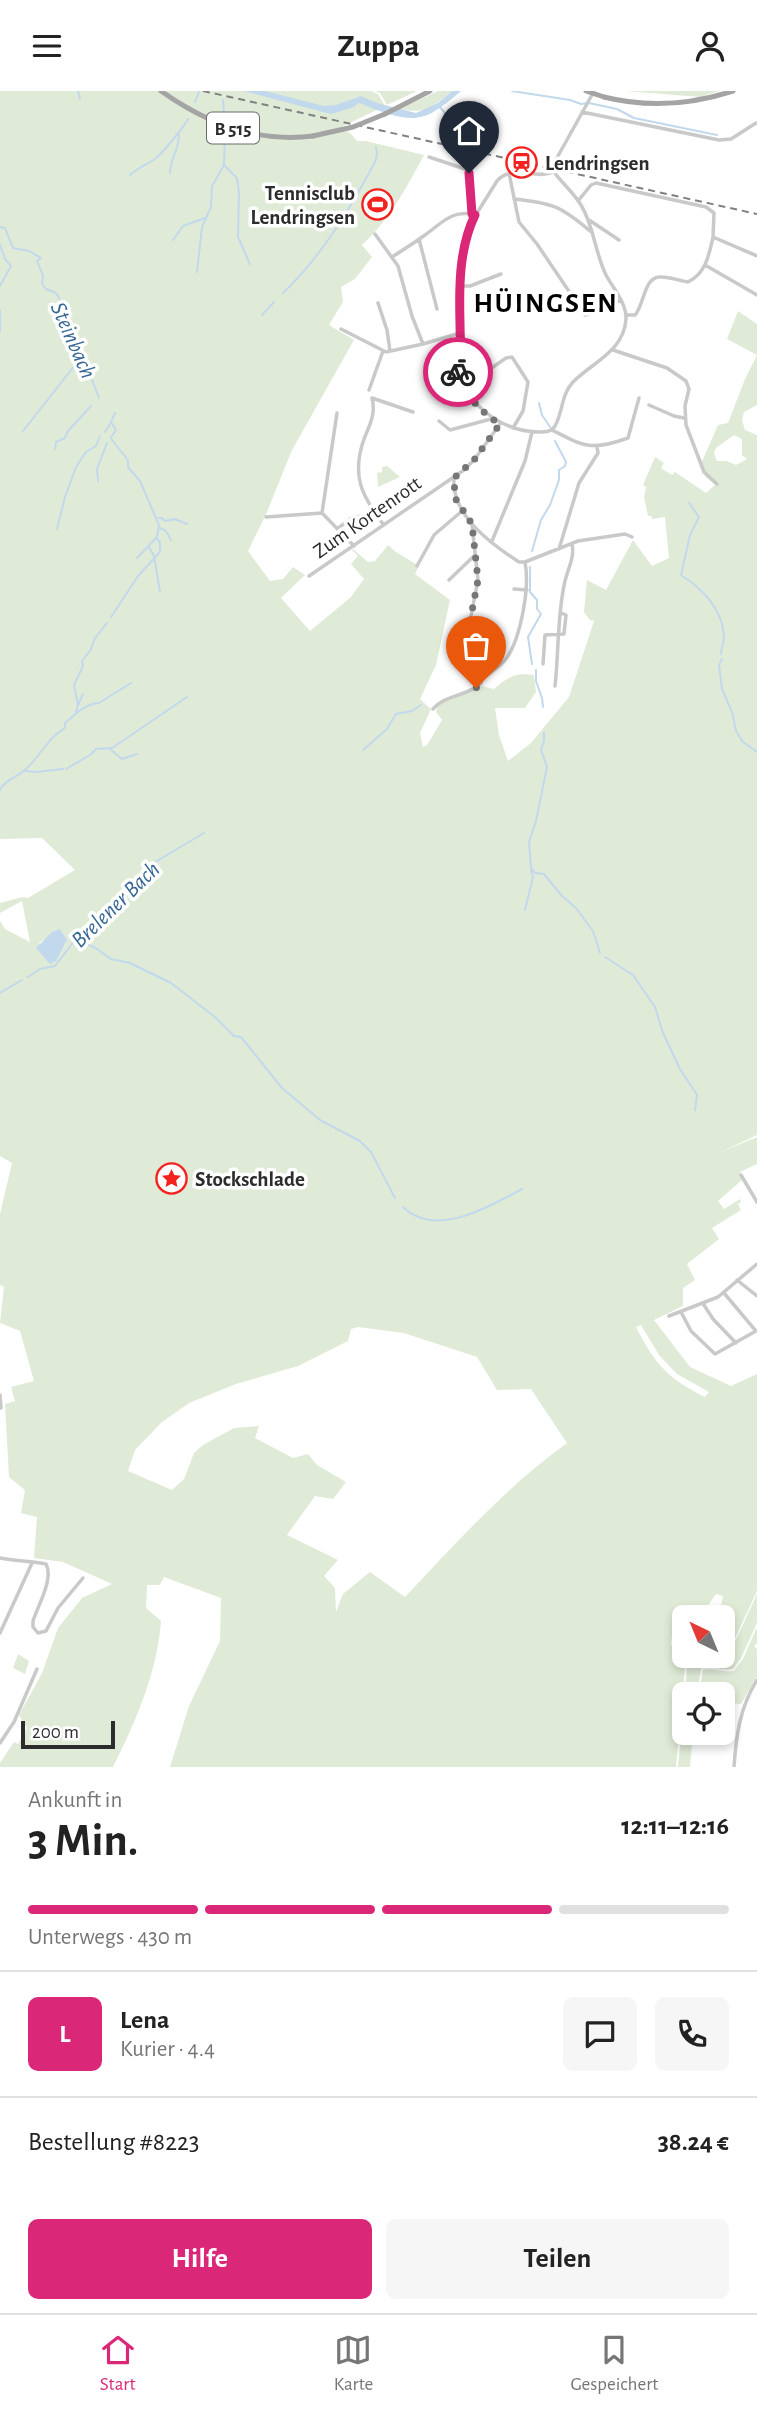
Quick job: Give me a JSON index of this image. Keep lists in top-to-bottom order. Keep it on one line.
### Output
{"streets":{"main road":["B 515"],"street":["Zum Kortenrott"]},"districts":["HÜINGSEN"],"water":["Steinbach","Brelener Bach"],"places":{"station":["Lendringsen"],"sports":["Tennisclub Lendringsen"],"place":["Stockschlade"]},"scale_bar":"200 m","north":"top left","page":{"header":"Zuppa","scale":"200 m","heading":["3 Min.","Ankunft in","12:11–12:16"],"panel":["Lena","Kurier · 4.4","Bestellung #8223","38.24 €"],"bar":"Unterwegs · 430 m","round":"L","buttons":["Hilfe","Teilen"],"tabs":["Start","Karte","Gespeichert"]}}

##############################

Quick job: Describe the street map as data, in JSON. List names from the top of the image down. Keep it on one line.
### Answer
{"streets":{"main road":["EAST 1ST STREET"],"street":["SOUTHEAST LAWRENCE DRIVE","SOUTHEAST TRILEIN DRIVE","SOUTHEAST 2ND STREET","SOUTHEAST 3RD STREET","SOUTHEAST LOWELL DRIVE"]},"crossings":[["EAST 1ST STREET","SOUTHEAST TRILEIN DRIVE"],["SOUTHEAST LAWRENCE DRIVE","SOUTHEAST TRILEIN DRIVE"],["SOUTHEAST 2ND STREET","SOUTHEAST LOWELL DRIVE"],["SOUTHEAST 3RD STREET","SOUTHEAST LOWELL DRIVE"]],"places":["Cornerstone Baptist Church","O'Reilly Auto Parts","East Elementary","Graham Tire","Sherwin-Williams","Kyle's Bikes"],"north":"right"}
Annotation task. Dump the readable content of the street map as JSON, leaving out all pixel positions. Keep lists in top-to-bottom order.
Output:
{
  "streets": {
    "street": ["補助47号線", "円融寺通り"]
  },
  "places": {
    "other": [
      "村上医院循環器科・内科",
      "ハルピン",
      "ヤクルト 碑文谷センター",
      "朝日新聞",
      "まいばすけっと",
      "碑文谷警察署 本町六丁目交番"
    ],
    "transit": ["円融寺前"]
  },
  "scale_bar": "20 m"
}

##############################

Copy every line of the listing that includes the string "order".

Quick job: Give me a JSON index of this image. Keep lists in top-to-bottom order. Keep it on one line.
Annotation task. Dump the readable content of the street map as JSON, leaving out all pixel positions. Keep lists in top-to-bottom order.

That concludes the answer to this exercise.